3 Triceps Stretches to Reduce Tension and Increase Mobility

3 Triceps Stretches to Reduce Tension and Increase Mobility

After a workout that includes plenty of pushing and pressing with your upper body, taking time for some triceps stretches can help prevent soreness and ease tightness — not only in your tris, but also in your shoulders and back, since those areas are also typically affected by triceps stretches.

Before you stretch your triceps, however, it’s helpful to understand exactly how that stretching will work its magic.

What Muscles Do Triceps Stretches Work?

OK, this answer isn’t as simple as it seems. Each of your triceps consists of three “heads” — in Latin, “tri” means three and “ceps” means heads — that fuse together and attach to your ulna (the longer of your two forearm bones).

And while the primary job of your triceps is to extend your elbows, because of where the long heads of those muscles originate (the scapula), they also affect shoulder mobility.

“And that’s where you’ll notice the most benefit from triceps stretches,” says Trevor Thieme, CSCS, Beachbody’s senior director of fitness and nutrition content. “The greater your shoulder mobility is, the greater your functional strength and workout performance will be.”

As you perform triceps stretches, keep in mind that those muscles won’t be the only ones to benefit.

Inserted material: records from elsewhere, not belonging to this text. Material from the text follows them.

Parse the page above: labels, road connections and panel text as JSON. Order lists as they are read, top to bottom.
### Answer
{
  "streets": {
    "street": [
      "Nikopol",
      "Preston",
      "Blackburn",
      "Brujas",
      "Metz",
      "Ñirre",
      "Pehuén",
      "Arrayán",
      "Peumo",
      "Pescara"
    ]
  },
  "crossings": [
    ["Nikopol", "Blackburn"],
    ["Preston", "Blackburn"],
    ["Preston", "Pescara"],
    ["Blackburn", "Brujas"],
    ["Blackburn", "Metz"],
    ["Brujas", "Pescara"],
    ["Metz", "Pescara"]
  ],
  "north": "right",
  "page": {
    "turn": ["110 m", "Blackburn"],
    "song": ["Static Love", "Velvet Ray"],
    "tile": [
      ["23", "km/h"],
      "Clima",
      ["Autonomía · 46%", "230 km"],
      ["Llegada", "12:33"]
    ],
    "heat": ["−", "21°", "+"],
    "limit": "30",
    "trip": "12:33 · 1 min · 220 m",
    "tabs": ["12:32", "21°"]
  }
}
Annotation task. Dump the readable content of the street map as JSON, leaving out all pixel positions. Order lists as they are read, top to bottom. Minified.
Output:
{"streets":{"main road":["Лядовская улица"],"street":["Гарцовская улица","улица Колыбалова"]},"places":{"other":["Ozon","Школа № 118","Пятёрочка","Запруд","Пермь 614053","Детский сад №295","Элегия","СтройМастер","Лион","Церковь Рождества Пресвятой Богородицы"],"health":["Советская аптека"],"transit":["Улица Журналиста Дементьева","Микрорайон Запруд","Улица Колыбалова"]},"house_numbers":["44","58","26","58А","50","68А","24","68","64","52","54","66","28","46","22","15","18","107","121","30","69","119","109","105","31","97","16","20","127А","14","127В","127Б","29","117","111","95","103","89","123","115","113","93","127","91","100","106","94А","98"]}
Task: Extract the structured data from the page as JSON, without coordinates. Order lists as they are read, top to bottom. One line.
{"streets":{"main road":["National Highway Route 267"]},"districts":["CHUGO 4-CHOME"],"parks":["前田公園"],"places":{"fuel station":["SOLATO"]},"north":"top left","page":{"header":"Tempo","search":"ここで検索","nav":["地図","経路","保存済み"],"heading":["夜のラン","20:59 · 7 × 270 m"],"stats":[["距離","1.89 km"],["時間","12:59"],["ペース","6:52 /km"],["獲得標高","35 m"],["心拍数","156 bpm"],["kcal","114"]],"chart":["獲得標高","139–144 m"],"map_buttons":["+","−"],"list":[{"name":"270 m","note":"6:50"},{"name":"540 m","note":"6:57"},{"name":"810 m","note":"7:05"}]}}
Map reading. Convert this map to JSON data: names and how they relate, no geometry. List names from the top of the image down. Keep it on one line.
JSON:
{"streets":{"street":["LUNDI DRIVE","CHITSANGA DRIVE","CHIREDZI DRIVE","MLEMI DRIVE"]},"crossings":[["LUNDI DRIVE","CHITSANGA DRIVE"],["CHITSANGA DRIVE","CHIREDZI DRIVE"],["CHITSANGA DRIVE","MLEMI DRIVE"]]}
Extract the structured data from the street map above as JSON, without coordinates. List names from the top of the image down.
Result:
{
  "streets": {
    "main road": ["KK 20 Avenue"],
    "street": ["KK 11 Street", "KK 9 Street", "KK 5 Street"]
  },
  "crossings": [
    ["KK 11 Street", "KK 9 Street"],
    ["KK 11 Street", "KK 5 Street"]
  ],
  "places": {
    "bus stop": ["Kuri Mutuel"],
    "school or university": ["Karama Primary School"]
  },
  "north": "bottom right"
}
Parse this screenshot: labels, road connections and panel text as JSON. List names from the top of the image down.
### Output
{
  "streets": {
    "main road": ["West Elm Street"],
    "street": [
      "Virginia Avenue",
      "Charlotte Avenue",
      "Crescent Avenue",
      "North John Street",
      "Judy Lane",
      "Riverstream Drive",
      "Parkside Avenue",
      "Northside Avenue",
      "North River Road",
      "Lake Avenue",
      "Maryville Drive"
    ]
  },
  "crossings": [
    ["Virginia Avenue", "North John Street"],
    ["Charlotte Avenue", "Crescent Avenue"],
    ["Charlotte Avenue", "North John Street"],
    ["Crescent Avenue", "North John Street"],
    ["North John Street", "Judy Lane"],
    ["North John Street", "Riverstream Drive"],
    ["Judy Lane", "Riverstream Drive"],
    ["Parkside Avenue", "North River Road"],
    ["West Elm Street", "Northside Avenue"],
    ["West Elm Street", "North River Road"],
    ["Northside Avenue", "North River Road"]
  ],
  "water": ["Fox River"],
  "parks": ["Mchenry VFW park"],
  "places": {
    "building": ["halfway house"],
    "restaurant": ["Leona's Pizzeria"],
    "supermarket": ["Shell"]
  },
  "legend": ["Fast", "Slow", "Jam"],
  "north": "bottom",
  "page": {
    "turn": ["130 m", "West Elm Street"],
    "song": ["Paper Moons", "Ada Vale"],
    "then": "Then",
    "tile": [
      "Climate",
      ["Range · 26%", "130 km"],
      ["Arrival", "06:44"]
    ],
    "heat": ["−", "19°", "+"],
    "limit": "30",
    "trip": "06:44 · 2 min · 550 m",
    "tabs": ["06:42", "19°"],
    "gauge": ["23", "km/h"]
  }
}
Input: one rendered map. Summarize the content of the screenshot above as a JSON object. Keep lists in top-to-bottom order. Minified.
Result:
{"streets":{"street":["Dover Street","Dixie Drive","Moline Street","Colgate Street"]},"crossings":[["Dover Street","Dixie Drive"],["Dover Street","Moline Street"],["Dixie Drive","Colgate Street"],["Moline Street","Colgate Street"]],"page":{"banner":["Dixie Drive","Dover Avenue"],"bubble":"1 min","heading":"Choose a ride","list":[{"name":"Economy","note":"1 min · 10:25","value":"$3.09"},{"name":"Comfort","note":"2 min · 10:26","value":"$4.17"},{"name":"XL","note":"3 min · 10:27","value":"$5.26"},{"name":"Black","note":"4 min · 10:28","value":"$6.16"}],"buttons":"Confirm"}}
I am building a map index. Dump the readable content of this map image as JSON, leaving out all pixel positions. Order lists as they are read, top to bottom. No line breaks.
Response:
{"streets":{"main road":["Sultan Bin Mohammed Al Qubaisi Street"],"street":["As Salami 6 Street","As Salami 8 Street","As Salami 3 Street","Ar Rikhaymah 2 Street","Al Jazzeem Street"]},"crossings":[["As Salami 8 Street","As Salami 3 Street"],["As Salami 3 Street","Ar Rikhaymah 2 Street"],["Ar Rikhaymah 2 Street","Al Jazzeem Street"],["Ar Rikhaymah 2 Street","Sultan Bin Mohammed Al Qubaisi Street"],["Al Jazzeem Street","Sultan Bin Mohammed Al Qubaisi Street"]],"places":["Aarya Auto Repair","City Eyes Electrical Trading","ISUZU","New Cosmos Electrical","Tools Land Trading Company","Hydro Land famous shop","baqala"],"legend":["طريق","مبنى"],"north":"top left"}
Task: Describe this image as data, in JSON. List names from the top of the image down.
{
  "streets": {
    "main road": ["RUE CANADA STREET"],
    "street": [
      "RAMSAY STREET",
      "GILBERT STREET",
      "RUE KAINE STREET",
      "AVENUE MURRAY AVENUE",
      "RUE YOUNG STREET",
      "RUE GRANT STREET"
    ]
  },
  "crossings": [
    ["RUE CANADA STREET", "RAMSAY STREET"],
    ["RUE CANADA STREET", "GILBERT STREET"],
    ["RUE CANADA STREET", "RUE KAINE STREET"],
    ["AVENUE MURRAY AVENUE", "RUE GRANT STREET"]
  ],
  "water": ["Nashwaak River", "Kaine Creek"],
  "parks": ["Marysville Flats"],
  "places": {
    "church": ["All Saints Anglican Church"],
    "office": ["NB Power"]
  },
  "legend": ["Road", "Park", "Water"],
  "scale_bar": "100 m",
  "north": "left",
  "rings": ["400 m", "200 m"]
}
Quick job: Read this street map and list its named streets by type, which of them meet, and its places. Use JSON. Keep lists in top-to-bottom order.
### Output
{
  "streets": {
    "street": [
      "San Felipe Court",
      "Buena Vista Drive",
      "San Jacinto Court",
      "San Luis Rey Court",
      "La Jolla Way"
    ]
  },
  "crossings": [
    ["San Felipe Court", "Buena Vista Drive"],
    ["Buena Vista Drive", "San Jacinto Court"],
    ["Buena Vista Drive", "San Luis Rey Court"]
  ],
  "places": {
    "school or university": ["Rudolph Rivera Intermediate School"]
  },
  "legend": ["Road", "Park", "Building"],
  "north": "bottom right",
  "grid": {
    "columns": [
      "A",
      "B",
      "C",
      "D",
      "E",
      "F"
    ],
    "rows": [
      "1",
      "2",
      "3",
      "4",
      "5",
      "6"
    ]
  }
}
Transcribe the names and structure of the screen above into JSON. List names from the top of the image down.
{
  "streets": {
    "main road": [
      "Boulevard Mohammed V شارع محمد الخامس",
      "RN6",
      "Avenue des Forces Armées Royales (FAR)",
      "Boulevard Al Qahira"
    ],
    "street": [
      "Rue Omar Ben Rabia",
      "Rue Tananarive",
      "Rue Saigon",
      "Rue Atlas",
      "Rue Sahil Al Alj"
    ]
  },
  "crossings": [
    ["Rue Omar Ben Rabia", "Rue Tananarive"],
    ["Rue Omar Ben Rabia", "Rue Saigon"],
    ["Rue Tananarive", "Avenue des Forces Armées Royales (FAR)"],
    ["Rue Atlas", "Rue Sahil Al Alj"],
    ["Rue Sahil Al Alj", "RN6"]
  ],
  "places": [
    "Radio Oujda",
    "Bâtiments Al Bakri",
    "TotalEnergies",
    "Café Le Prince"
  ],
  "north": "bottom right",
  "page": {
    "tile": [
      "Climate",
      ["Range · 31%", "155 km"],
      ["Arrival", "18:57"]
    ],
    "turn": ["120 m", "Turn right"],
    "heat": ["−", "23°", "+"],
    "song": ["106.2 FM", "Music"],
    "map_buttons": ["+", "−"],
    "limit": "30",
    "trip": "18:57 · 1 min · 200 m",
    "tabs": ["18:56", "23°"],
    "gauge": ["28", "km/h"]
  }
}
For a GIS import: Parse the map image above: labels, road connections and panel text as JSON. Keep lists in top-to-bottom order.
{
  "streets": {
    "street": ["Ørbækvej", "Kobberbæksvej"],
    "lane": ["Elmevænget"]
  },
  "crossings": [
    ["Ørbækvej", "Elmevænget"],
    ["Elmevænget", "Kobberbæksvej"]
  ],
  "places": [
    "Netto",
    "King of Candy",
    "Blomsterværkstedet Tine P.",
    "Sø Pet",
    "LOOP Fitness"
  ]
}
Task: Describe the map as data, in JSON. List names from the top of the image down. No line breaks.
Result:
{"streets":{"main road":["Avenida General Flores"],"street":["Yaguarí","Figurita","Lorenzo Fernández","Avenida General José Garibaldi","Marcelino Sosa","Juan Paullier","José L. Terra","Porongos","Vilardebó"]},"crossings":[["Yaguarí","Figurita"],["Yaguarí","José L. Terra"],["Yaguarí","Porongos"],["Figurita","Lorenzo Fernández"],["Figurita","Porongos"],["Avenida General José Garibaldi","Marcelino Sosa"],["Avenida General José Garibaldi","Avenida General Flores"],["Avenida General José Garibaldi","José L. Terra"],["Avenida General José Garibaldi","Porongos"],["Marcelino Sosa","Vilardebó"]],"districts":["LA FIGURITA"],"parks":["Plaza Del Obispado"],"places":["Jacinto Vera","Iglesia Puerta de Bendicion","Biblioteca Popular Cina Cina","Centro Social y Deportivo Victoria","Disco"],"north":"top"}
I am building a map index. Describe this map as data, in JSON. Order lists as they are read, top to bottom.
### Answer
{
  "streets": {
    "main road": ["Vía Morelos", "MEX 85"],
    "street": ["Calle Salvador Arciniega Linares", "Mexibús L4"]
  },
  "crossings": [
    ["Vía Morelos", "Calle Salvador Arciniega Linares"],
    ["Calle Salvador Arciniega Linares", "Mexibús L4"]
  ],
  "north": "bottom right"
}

Indeed, most triceps stretches will also hit muscles in your shoulders and back, says Aaron Leventhal, CSCS, a Minneapolis-based fitness trainer.

Nearly all of the stretches below will also reduce tension in your lats, for example. It’s a good reminder that muscles don’t function in isolation.

3 Triceps Stretches to Reduce Tension and Increase Mobility

After a taxing upper body workout, try any or all of the following triceps stretches.

Behind-the-head triceps stretch

This triceps stretch requires no props, making it an ideal one to keep in your pocket for whenever muscle stiffness strikes.

  • Standing with your feet shoulder-width apart, extend your right arm over your head, and bend your right elbow, bringing your palm as far down your back as you can.
  • Grab your right elbow with your left hand and gently pull it to the left until you feel a stretch.
  • Hold for time, then switch arms and repeat.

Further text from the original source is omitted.